Asintió con la cabeza y yo suspiré aliviada. 
—Perfecto; entonces, estamos todos al corriente. 
Esperaron pacientemente mientras intentaba ordenar mis ideas. 
—Bueno, tengo un problema —comencé—. Alice prometió a los Vulturis que 
me convertiría en uno de vosotros. Van a enviar a alguien a comprobarlo y estoy 
segura de que eso es malo, algo que debemos evitar. 
»Ahora, esto os afecta a todos —contemplé sus hermosos rostros, dejando el 
más bello de todos para el final. Una mueca curvaba los labios de Edward—. No voy 
a imponerme por la fuerza si no me aceptáis, con independencia de que Alice esté o 
no dispuesta a convertirme. 
Esme abrió la boca para intervenir, pero alcé un dedo para detenerla. 
—Dejadme terminar, por favor. Todos vosotros sabéis lo  que quiero y estoy 
segura de que también conocéis la opinión de Edward al respecto. Creo que la única 
forma justa de decidir esto es que todo el mundo vote. Si decidís no aceptarme, 
bueno, en tal caso, supongo que tendré que volver sola a Italia. No puedo permitir 
que vengan aquí.
Arrugué la frente al considerar dicha expectativa. Oí el ruido sordo de un 
gruñido en el pecho de Edward, pero le ignoré. 
—Así pues, tened en cuenta que en modo alguno os voy a poner en peligro. 
Quiero que votéis sí o no sólo al asunto de convertirme en vampira. 
Esbocé un atisbo de sonrisa al pronunciar la palabra e hice un gesto a Carlisle 
para que empezara, pero Edward me interrumpió. 
—Un momento. 
Le miré con los ojos entrecerrados. Alzó las cejas mientras me estrechaba la 
mano. 
—Tengo algo que añadir antes de que votemos. 
Suspiré. 
—No creo que debamos ponernos demasiado nerviosos —prosiguió— por el 
peligro al que se refiere Bella. 
Su expresión se animó más. Apoyó la mano libre sobre la mesa reluciente y se 
inclinó hacia delante. 
—Veréis —explicó sin dejar de recorrer la mesa con la mirada mientras 
hablaba—, había más de una razón por la que no quería estrechar la mano de Aro al 
final del todo. Se les pasó una cosa por alto y no quería ponerles sobre la pista. 
Esbozó una gran sonrisa. 
—¿Y qué es? —le instó Alice. Estaba segura de que mi expresión era tan 
escéptica como la suya. 
—Los Vulturis están demasiado seguros de sí mismos, y por un buen motivo. 
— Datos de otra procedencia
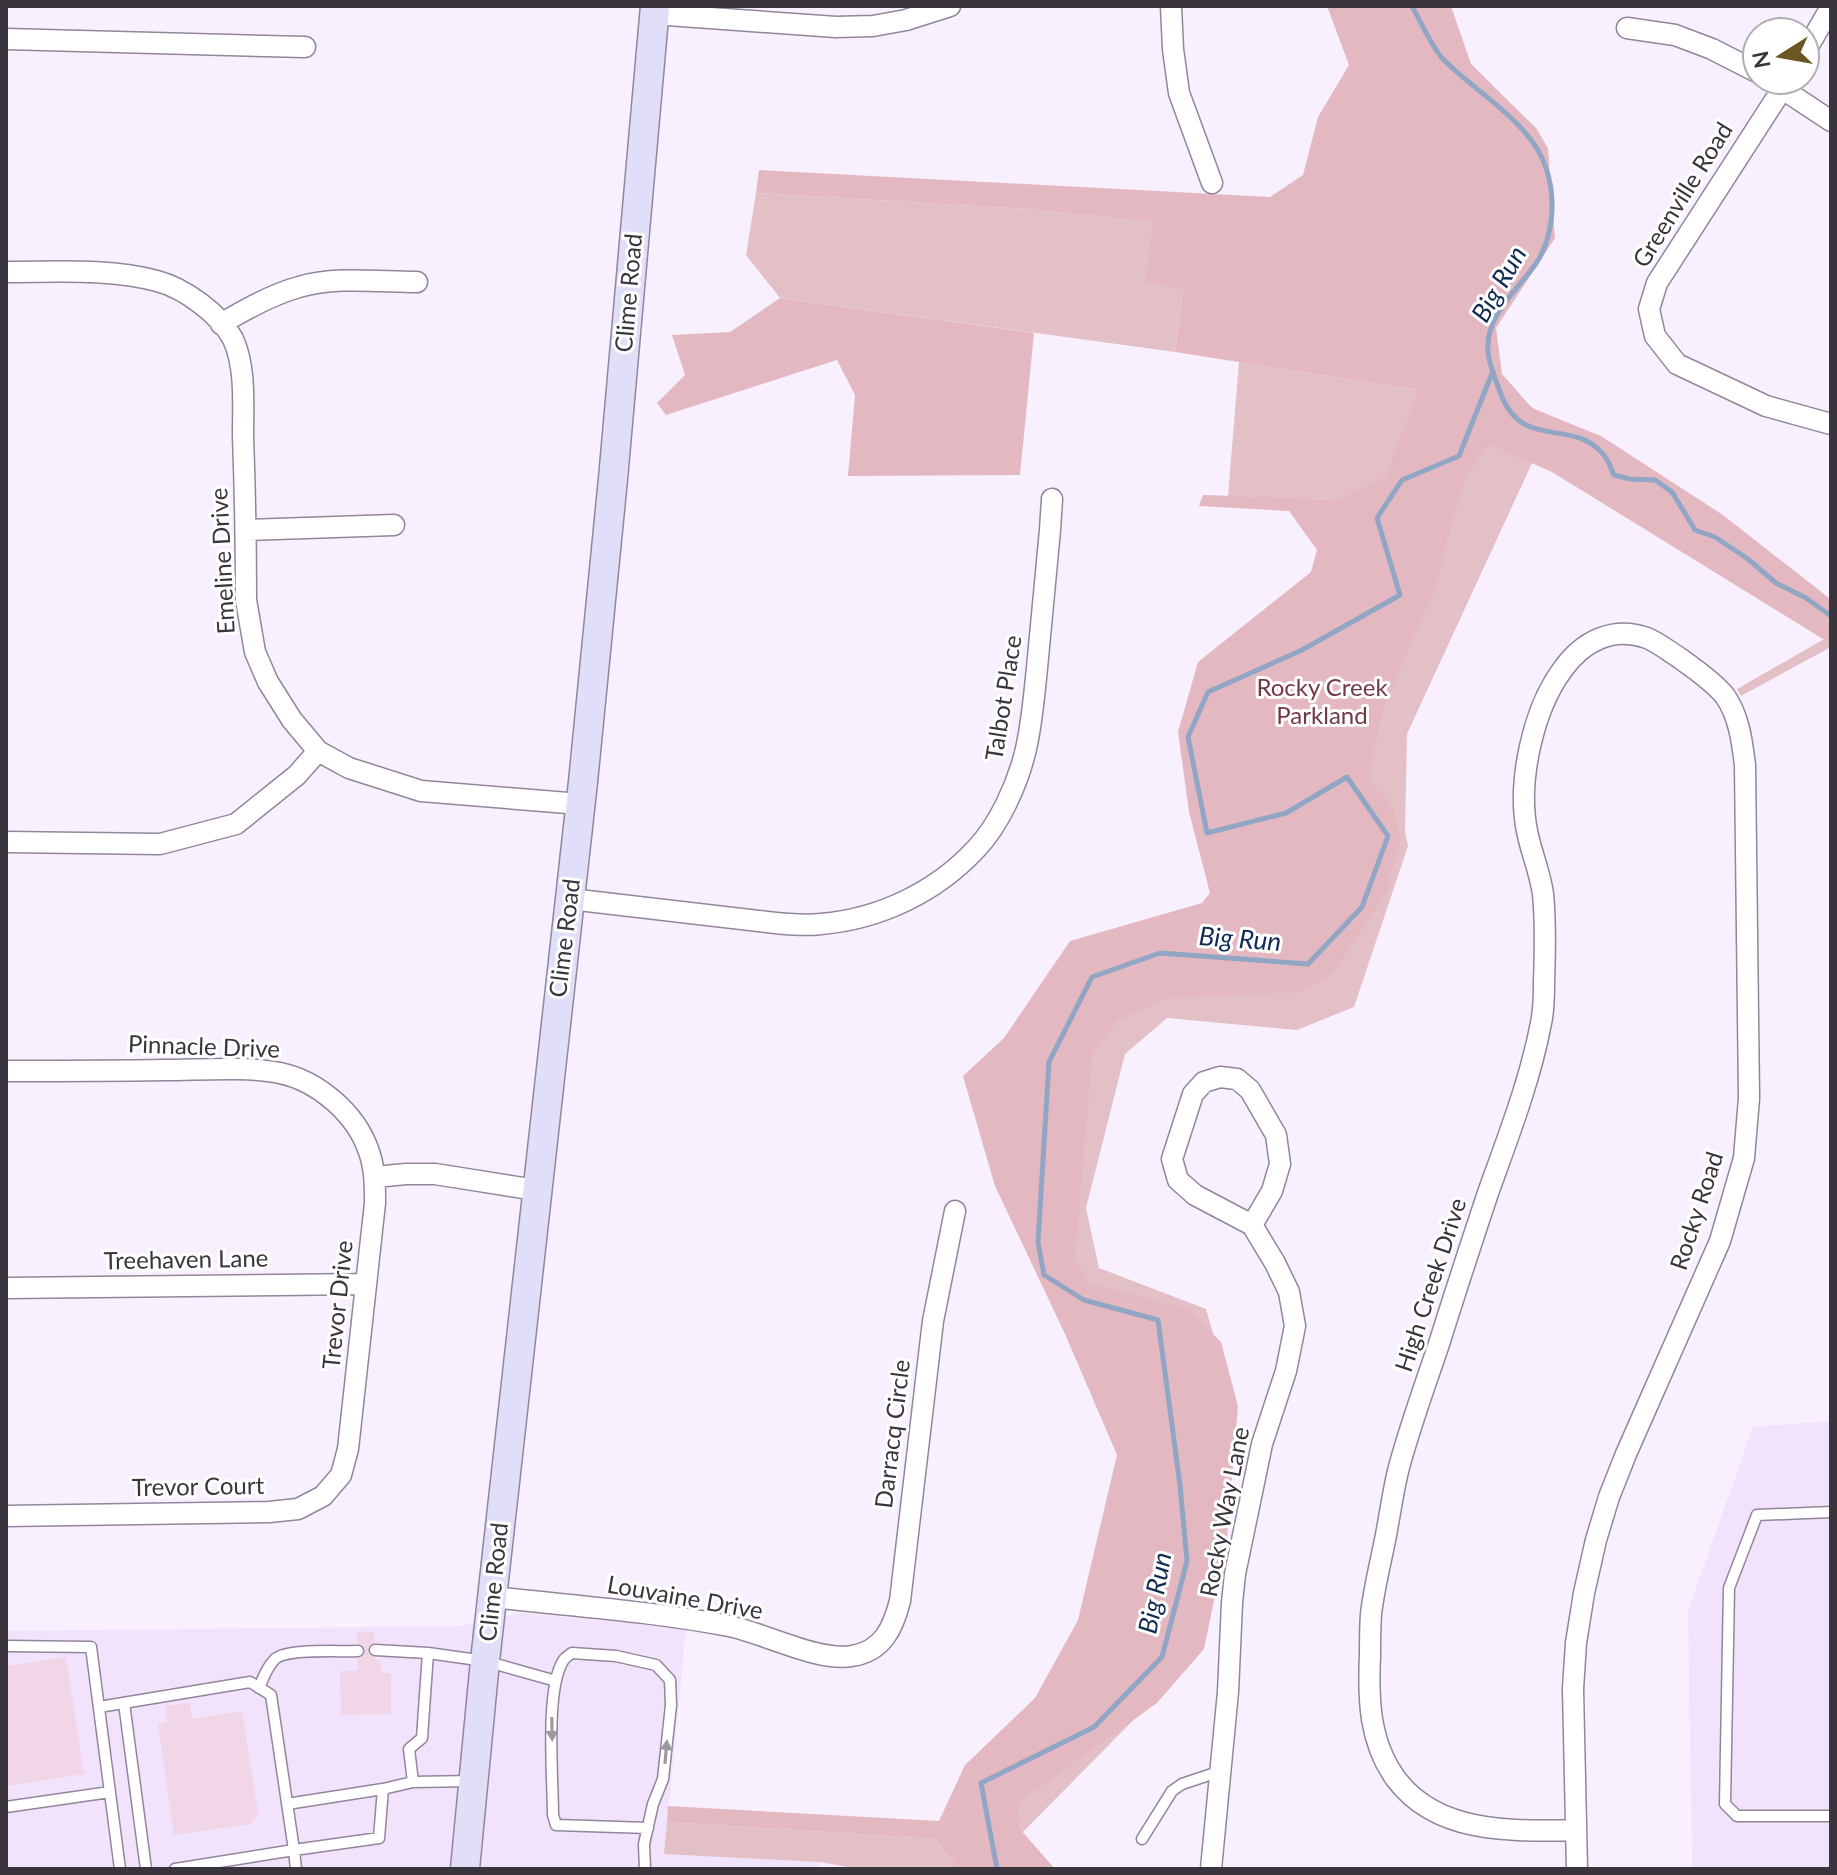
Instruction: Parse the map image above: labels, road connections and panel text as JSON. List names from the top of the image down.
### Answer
{
  "streets": {
    "main road": ["Clime Road"],
    "street": [
      "Greenville Road",
      "Emeline Drive",
      "Talbot Place",
      "Pinnacle Drive",
      "Rocky Road",
      "Treehaven Lane",
      "High Creek Drive",
      "Trevor Drive",
      "Darracq Circle",
      "Trevor Court",
      "Rocky Way Lane",
      "Louvaine Drive"
    ]
  },
  "crossings": [
    ["Clime Road", "Emeline Drive"],
    ["Clime Road", "Talbot Place"],
    ["Clime Road", "Louvaine Drive"],
    ["Pinnacle Drive", "Trevor Drive"],
    ["Rocky Road", "High Creek Drive"],
    ["Treehaven Lane", "Trevor Drive"],
    ["Trevor Drive", "Trevor Court"],
    ["Darracq Circle", "Louvaine Drive"]
  ],
  "water": ["Big Run"],
  "parks": ["Rocky Creek Parkland"],
  "north": "left"
}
En realidad, no tienen ningún problema para encontrar a alguien cuando así lo 
deciden —bajó los ojos para mirarme—. ¿Os acordáis de Demetri? 
Me estremecí. Él lo tomó como una afirmación. 
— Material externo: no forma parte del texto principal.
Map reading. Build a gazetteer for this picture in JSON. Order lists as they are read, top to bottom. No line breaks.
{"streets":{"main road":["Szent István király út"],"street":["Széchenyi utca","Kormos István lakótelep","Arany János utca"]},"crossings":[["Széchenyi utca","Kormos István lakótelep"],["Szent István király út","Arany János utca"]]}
—Encuentra a la gente, ése es su talento, la razón por la que le mantienen a su 
lado. 
—Ahora bien, estuve hurgando en sus mentes para obtener  la máxima 
información posible todo el tiempo que estuvimos con ellos. Buscaba algo, cualquier 
cosa que pudiera salvarnos. Así fue cómo me enteré de la forma en que funciona el 
don de Demetri. Es un rastreador, un rastreador mil veces más dotado que James. Su 
habilidad guarda una cierta relación con lo que Aro o yo hacemos. Capta el... gusto... 
No sé cómo describirlo. .. La clave, la esencia de la mente de una persona y entonces 
la sigue. Funciona incluso a enormes distancias. 
—Pero después de los pequeños experimentos de Aro, bueno... 
Edward se encogió de hombros. 
—Crees que no va a ser capaz de localizarme —concluí con voz apagada. 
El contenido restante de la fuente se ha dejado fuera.